18 Nov 2020 David Titmus

Webinar Examines Whether ASR Captions Effectively Accommodate Deaf People

Though automatic speech recognition (ASR) technology has improved in recent years, it still doesn’t match the quality of captions provided by human captioners and speech-to-text professionals − and individuals who are deaf are paying the price.

That was among the takeaways from a webinar hosted by the National Deaf Center on Postsecondary Outcomes (NDC) that focused on whether captions created by ASR software effectively accommodate members of the deaf and hard-of-hearing community.

The webinar − presented by Zainab Alkebsi, policy counsel at the National Association of the Deaf and Stephanie Zito, technical assistance coordinator at NDC − was aimed at educators and postsecondary professionals.
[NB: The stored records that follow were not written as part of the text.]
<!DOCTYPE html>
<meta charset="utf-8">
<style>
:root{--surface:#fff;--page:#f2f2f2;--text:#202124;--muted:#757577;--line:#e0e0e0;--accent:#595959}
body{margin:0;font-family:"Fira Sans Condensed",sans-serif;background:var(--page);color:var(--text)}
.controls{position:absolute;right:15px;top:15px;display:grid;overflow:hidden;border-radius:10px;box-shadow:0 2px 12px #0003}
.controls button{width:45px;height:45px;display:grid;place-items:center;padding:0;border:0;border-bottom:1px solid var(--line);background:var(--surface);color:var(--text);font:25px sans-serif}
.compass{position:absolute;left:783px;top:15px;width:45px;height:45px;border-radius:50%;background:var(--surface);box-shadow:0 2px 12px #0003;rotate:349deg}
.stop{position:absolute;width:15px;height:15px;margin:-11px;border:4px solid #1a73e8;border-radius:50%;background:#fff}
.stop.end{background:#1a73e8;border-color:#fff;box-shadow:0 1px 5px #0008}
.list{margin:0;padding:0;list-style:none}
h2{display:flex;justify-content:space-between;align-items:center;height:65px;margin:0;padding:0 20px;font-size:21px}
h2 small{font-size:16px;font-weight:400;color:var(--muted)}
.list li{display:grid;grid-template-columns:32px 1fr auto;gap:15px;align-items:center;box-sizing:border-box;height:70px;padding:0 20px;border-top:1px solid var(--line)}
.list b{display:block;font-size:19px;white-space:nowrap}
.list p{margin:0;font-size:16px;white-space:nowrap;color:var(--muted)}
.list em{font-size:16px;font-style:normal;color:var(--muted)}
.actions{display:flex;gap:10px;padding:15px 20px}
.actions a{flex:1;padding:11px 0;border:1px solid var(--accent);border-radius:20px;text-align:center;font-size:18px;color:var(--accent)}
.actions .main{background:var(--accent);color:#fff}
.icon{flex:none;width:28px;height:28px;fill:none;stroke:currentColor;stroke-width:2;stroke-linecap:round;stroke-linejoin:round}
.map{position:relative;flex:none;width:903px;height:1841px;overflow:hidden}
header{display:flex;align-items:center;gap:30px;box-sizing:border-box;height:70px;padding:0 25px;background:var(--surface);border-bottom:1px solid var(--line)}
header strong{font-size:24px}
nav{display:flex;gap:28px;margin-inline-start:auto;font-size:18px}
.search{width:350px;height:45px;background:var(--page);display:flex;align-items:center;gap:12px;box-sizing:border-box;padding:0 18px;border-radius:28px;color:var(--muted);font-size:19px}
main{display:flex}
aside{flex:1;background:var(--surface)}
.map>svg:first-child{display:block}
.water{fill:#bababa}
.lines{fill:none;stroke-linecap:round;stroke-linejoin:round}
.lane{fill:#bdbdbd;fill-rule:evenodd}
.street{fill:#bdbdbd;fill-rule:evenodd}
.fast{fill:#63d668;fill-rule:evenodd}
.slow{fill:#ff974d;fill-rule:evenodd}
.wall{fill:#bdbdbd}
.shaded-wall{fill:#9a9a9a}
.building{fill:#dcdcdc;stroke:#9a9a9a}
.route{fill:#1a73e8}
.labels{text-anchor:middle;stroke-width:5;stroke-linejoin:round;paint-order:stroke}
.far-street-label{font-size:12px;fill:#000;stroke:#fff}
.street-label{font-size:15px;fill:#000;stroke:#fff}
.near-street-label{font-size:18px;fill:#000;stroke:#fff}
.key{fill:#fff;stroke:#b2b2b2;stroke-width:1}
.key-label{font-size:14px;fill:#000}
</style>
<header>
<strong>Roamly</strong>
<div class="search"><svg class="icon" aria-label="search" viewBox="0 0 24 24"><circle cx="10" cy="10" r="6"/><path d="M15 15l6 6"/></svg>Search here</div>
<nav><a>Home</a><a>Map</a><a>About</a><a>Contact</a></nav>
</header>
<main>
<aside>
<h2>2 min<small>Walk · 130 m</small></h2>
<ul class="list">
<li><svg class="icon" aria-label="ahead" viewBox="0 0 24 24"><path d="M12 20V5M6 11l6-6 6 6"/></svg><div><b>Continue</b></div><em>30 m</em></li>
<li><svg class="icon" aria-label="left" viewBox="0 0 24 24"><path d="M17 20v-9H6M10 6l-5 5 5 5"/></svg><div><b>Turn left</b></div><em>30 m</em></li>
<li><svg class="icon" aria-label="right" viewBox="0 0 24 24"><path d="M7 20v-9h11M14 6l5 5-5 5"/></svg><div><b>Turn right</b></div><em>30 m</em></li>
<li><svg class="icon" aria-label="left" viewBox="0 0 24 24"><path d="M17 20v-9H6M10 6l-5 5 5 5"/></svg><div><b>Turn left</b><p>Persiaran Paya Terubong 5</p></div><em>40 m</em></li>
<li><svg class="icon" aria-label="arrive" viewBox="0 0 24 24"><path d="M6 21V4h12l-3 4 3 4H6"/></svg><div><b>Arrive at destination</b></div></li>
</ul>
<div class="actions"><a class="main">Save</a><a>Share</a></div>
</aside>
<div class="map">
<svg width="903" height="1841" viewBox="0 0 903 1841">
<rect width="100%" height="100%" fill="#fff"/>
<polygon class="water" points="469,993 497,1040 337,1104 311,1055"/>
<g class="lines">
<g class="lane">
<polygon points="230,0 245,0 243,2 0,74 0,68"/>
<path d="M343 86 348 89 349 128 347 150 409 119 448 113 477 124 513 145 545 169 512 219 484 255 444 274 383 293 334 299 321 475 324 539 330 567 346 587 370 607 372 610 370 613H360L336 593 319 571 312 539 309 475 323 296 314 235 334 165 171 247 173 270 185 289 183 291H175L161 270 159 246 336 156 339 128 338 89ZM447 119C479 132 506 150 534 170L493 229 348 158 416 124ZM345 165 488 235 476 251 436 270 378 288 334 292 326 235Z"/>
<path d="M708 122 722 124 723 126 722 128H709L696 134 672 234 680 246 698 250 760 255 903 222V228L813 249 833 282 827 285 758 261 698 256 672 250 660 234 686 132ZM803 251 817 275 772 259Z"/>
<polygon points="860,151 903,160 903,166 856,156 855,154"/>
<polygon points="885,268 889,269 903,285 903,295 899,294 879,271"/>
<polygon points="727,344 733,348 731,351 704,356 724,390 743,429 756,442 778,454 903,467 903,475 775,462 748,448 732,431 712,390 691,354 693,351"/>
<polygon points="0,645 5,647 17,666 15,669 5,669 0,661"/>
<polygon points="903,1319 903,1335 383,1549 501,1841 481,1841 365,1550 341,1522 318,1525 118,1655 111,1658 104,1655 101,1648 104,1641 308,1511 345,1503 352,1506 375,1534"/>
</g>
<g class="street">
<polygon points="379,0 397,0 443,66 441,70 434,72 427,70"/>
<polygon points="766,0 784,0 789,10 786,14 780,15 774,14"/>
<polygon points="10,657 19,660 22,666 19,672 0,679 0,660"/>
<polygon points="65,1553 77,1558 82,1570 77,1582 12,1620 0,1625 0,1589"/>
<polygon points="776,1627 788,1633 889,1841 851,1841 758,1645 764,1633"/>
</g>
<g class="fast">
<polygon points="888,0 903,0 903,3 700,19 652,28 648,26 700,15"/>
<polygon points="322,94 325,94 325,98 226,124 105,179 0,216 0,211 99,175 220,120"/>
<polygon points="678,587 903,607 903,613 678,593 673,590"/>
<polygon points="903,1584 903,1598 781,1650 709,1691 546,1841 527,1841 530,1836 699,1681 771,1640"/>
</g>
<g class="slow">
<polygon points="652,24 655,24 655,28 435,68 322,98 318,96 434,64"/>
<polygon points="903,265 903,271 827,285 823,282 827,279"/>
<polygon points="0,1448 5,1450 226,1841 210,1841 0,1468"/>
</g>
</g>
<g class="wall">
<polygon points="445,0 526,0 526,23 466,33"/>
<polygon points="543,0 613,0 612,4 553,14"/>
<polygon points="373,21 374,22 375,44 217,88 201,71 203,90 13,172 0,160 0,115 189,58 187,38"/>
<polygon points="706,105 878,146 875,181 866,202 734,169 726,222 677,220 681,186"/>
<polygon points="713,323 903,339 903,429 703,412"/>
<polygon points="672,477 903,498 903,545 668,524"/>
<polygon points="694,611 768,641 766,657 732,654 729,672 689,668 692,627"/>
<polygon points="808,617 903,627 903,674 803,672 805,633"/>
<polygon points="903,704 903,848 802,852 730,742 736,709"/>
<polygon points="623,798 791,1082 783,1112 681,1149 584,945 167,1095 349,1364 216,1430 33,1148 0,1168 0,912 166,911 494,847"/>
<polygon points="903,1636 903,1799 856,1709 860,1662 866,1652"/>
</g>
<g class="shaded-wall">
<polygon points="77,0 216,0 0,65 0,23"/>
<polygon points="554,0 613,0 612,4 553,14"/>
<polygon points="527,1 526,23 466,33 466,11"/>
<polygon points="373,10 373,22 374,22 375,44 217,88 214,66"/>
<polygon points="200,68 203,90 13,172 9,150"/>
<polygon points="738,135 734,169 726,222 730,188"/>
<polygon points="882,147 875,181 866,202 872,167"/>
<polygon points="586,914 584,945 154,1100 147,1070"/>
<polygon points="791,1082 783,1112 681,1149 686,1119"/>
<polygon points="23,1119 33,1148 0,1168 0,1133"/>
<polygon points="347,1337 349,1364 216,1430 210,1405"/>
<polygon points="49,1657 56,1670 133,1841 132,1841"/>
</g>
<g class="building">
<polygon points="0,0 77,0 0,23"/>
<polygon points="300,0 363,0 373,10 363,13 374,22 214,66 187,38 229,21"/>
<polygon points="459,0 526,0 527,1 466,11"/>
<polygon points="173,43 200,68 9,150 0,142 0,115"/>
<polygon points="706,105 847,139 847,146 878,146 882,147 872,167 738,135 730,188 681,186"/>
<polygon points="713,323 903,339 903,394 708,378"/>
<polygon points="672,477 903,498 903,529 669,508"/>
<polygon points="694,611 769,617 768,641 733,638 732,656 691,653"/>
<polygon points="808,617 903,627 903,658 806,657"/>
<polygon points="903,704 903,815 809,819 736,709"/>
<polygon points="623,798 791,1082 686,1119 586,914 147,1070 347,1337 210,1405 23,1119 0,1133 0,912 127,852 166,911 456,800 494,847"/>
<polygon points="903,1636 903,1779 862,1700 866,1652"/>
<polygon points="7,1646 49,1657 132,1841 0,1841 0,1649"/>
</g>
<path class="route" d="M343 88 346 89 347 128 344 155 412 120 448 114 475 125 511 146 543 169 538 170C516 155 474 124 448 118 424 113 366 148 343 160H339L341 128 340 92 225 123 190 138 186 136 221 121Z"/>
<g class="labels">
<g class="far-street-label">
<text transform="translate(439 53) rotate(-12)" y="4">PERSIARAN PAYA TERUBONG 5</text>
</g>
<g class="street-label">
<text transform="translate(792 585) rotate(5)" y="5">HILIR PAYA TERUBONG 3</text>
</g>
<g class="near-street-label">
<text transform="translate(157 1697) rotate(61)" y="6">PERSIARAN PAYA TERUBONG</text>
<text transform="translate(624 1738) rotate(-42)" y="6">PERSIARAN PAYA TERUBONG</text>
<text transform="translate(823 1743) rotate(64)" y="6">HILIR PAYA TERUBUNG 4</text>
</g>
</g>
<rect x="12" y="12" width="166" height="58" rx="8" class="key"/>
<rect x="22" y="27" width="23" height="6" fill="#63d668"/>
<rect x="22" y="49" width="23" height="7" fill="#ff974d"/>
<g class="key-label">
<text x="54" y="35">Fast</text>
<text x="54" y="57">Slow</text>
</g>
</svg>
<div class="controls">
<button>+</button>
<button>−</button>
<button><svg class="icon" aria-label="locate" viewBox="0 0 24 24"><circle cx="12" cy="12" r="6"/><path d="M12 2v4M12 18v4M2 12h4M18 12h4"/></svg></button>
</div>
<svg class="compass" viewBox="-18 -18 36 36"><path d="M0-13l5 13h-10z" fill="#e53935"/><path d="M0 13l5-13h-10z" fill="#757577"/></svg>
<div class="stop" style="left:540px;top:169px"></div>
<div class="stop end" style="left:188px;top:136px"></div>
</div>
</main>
It discussed the impact of auto captioning and ASR on effective communication with deaf students and staff as well as the institutional responsibility for colleges and universities.

“Although ASR technology has come a long way, it is not quite ready to be relied on for complex situations,” said Alkebsi.

She added that the “reliance on ASR as a way to accommodate deaf students actually jeopardizes effective communication, which is mandated by the Americans with Disabilities Act.”

Although the webinar was presented from a higher education/student perspective, the presenters noted that the information could be applied to other sectors as well.

Shortcomings and Pitfalls

Captions have continued to expand in popularity and reach over the past several years, and now often can be found in the conference room and the classroom just as much as the living room.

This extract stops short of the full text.